(Beginning of RECORDS SHOWN)

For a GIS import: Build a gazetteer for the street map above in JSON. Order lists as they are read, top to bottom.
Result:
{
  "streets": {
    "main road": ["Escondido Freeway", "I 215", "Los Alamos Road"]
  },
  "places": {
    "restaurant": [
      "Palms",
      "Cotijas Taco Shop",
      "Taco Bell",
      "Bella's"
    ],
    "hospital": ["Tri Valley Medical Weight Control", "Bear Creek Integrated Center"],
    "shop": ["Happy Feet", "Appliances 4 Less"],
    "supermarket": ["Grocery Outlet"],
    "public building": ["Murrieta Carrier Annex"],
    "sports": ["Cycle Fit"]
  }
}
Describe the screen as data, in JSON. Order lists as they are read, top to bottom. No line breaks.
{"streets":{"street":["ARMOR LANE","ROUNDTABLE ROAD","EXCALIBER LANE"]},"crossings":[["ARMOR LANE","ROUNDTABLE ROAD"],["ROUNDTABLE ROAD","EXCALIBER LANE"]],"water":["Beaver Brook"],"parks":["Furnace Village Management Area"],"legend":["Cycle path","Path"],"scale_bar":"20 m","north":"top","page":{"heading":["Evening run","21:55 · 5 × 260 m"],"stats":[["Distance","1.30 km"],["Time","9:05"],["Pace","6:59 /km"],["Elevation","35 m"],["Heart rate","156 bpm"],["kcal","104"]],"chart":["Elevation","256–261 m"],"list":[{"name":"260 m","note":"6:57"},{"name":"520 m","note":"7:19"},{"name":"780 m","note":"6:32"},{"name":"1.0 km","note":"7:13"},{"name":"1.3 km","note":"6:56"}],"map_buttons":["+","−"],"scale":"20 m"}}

(End of RECORDS SHOWN)

What is needed is a word-for-word copy of all the material.

> **EXERCISE OUTPUT**:
For a GIS import: Build a gazetteer for the street map above in JSON. Order lists as they are read, top to bottom.
Result:
{
  "streets": {
    "main road": ["Escondido Freeway", "I 215", "Los Alamos Road"]
  },
  "places": {
    "restaurant": [
      "Palms",
      "Cotijas Taco Shop",
      "Taco Bell",
      "Bella's"
    ],
    "hospital": ["Tri Valley Medical Weight Control", "Bear Creek Integrated Center"],
    "shop": ["Happy Feet", "Appliances 4 Less"],
    "supermarket": ["Grocery Outlet"],
    "public building": ["Murrieta Carrier Annex"],
    "sports": ["Cycle Fit"]
  }
}
Describe the screen as data, in JSON. Order lists as they are read, top to bottom. No line breaks.
{"streets":{"street":["ARMOR LANE","ROUNDTABLE ROAD","EXCALIBER LANE"]},"crossings":[["ARMOR LANE","ROUNDTABLE ROAD"],["ROUNDTABLE ROAD","EXCALIBER LANE"]],"water":["Beaver Brook"],"parks":["Furnace Village Management Area"],"legend":["Cycle path","Path"],"scale_bar":"20 m","north":"top","page":{"heading":["Evening run","21:55 · 5 × 260 m"],"stats":[["Distance","1.30 km"],["Time","9:05"],["Pace","6:59 /km"],["Elevation","35 m"],["Heart rate","156 bpm"],["kcal","104"]],"chart":["Elevation","256–261 m"],"list":[{"name":"260 m","note":"6:57"},{"name":"520 m","note":"7:19"},{"name":"780 m","note":"6:32"},{"name":"1.0 km","note":"7:13"},{"name":"1.3 km","note":"6:56"}],"map_buttons":["+","−"],"scale":"20 m"}}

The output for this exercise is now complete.